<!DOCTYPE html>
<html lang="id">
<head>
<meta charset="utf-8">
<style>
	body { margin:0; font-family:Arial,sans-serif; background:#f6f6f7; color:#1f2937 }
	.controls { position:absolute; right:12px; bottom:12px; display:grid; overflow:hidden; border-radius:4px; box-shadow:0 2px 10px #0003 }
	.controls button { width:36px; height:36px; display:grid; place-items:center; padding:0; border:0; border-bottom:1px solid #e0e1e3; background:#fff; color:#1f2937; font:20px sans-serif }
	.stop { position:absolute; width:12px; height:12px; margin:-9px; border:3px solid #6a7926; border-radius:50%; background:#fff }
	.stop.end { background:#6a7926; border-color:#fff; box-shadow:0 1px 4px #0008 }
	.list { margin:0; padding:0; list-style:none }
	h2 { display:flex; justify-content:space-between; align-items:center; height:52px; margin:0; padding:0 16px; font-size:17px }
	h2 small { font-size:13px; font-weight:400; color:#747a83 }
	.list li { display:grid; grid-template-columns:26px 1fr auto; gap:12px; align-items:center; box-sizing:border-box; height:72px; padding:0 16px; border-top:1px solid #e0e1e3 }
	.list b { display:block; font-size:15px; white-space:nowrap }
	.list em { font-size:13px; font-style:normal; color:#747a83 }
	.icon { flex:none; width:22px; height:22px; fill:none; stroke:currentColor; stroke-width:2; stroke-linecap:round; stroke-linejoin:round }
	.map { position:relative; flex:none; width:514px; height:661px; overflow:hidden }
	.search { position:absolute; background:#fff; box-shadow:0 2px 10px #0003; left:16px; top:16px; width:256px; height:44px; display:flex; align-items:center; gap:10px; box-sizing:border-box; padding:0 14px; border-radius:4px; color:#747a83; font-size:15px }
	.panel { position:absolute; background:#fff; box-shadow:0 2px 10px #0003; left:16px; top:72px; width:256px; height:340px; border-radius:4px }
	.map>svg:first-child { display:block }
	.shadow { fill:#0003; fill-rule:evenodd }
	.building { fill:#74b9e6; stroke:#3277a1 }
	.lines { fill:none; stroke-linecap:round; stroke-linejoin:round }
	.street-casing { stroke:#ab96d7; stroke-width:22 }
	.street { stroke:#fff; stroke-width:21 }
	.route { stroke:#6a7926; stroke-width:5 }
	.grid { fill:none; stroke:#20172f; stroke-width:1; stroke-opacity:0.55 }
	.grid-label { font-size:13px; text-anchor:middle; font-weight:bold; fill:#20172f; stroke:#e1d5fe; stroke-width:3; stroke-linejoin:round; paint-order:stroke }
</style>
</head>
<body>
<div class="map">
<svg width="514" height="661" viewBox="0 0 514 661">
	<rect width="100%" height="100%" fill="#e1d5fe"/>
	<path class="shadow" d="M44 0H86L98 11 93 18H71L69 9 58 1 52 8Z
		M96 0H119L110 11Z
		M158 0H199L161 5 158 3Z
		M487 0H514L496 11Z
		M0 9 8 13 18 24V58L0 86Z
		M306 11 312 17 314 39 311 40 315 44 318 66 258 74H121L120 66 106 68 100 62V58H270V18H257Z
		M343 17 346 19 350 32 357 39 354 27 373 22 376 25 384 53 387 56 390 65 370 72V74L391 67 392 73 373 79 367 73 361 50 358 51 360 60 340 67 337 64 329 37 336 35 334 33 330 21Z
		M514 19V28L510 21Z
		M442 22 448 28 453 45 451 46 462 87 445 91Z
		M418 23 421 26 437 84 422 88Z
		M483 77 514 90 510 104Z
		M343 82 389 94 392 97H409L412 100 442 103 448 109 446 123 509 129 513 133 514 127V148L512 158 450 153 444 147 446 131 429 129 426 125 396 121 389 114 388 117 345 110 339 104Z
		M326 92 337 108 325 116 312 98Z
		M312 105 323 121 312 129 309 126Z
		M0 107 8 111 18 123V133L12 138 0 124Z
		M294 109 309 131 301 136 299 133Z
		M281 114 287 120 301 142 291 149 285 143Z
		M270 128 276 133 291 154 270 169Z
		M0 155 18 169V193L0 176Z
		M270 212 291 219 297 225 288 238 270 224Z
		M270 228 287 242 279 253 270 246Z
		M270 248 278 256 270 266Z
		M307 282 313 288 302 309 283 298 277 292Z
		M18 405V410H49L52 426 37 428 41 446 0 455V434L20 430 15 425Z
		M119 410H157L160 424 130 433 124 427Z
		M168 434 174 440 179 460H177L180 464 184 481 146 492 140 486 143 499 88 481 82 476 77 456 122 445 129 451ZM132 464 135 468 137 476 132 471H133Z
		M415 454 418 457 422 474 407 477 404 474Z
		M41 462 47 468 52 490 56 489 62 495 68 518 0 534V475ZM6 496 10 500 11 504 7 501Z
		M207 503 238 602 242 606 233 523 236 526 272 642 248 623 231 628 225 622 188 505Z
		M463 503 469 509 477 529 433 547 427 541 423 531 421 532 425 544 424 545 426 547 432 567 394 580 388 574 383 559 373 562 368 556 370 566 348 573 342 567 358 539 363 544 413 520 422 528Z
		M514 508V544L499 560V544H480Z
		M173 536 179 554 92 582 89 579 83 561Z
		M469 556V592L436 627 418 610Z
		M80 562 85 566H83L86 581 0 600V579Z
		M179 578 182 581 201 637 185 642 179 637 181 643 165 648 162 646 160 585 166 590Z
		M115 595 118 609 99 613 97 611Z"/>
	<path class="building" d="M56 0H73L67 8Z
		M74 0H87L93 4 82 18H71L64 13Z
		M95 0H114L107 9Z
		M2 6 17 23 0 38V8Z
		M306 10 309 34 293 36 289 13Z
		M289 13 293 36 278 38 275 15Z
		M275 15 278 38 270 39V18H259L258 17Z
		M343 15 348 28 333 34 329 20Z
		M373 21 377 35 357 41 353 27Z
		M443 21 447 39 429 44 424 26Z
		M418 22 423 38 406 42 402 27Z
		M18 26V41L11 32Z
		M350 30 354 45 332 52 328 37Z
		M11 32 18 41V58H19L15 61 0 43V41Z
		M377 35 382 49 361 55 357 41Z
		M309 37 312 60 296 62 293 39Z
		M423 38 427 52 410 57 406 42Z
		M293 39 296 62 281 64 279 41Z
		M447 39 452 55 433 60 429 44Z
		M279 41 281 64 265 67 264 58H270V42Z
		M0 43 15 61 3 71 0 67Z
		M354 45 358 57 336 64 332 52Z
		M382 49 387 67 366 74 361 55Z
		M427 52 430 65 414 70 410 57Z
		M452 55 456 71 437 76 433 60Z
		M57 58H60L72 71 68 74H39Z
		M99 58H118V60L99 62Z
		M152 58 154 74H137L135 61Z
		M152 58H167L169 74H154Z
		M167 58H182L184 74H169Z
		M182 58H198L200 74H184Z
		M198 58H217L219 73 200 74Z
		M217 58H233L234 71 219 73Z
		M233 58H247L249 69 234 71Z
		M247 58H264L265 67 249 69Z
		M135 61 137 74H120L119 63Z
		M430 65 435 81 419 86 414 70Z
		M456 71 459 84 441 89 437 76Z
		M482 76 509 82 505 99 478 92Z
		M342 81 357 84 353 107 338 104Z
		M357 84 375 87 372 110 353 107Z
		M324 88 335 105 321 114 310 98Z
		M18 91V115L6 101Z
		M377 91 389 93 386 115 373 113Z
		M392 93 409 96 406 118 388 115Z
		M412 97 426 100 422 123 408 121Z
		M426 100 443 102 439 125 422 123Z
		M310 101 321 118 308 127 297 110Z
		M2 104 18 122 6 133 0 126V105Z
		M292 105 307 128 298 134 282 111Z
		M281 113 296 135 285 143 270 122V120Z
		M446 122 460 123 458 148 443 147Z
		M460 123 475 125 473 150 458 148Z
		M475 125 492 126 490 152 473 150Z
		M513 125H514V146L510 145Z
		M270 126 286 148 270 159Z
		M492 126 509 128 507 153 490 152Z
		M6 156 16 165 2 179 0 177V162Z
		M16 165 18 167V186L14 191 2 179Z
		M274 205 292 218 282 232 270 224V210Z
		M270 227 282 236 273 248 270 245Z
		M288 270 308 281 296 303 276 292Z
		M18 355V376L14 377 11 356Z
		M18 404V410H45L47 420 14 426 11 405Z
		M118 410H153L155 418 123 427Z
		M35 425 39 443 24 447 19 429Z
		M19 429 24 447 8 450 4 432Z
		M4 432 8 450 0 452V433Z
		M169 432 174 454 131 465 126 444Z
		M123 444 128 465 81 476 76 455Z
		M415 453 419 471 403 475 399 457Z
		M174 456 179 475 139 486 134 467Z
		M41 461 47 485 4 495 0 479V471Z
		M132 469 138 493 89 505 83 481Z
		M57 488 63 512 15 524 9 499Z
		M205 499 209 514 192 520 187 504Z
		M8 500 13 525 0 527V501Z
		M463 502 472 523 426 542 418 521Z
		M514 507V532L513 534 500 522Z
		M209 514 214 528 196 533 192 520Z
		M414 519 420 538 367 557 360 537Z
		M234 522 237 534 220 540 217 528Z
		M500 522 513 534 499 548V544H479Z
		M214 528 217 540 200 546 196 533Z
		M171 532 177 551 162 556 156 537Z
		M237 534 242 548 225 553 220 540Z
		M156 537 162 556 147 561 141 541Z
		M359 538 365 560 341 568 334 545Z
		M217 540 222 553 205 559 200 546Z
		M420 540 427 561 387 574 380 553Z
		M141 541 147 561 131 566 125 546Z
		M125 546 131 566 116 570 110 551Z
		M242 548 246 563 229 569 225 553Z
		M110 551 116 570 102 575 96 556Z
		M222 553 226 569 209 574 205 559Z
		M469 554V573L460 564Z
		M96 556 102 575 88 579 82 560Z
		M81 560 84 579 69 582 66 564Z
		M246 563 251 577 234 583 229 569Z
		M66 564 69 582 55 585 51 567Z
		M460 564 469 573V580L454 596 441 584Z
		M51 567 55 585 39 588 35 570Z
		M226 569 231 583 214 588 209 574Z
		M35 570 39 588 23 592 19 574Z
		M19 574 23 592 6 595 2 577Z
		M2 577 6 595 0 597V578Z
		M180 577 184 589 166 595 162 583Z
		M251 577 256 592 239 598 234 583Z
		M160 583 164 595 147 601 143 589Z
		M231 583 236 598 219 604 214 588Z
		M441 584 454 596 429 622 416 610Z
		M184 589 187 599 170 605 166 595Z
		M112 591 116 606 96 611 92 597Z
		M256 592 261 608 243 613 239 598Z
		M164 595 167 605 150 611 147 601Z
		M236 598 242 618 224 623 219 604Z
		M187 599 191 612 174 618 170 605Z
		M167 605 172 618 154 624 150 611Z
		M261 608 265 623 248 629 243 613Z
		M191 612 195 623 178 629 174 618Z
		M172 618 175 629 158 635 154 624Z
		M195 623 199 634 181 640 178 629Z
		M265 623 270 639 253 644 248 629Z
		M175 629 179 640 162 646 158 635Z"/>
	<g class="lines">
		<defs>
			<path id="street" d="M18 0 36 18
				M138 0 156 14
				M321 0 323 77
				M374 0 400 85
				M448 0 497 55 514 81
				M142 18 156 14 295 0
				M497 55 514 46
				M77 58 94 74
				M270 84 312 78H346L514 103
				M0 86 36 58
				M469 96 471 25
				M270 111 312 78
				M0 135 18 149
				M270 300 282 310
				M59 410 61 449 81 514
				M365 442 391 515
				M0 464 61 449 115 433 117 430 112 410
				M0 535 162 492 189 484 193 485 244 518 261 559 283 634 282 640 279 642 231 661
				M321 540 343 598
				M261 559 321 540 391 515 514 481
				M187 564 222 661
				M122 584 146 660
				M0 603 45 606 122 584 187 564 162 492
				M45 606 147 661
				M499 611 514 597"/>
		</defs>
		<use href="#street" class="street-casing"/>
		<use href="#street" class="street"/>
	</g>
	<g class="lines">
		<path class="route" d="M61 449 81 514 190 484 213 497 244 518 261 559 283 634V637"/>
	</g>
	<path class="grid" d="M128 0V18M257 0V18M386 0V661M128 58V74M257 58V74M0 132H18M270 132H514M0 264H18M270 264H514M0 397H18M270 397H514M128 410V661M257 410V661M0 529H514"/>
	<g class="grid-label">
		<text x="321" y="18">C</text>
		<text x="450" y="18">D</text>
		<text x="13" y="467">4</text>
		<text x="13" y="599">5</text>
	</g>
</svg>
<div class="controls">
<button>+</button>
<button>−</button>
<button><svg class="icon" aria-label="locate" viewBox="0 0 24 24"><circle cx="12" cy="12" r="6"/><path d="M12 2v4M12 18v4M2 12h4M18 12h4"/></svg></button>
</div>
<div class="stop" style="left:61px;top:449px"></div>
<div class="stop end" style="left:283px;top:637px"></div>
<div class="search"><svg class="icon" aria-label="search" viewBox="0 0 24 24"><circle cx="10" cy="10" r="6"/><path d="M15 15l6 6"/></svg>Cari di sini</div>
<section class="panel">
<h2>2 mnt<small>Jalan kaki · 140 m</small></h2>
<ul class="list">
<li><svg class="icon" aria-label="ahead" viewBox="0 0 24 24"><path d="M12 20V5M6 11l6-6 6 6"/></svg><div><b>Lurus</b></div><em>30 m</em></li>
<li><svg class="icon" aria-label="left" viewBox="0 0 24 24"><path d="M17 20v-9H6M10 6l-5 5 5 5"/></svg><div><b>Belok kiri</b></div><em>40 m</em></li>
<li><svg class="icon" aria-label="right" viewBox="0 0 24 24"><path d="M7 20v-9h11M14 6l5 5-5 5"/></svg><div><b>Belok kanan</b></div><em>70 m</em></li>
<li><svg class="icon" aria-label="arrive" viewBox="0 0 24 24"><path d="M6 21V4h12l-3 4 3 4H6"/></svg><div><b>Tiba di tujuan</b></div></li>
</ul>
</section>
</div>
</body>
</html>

What needs to be done :: Your reply should be one number: how many lines in the records contain "linecap".

Task result :: 2